=== INFORMATION GIVEN ===
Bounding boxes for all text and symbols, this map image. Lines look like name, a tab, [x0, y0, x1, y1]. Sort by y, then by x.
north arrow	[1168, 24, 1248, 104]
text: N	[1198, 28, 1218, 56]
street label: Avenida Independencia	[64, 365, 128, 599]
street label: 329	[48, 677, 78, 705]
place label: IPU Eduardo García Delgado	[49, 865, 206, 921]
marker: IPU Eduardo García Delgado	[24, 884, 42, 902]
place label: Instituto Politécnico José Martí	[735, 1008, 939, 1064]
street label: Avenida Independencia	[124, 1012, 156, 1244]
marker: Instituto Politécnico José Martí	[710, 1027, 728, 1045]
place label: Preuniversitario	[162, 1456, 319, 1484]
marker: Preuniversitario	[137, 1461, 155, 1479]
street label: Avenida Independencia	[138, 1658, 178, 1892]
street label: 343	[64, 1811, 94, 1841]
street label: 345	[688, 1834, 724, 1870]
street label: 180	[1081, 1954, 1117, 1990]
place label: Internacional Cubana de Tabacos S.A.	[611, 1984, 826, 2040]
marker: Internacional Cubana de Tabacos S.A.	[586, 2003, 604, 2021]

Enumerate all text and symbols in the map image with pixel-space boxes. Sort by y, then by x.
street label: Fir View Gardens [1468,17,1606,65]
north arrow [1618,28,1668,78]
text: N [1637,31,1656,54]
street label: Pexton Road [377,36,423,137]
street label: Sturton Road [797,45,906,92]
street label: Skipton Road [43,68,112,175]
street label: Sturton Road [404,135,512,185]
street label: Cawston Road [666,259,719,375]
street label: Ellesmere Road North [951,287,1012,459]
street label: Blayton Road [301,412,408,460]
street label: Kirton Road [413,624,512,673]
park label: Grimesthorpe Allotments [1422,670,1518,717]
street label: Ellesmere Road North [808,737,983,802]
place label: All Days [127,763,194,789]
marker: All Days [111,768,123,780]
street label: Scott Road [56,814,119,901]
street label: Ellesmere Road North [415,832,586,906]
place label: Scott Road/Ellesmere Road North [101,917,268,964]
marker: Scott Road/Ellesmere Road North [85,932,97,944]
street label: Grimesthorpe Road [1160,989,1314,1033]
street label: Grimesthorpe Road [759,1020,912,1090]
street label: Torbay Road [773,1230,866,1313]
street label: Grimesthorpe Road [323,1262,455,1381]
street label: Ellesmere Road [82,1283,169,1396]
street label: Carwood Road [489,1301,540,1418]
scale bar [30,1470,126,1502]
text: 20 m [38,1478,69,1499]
===
### EXERCISE
From the records above, count the lines in which the string "Politécnico" is found, and answer with the number alone.

### REPLY
2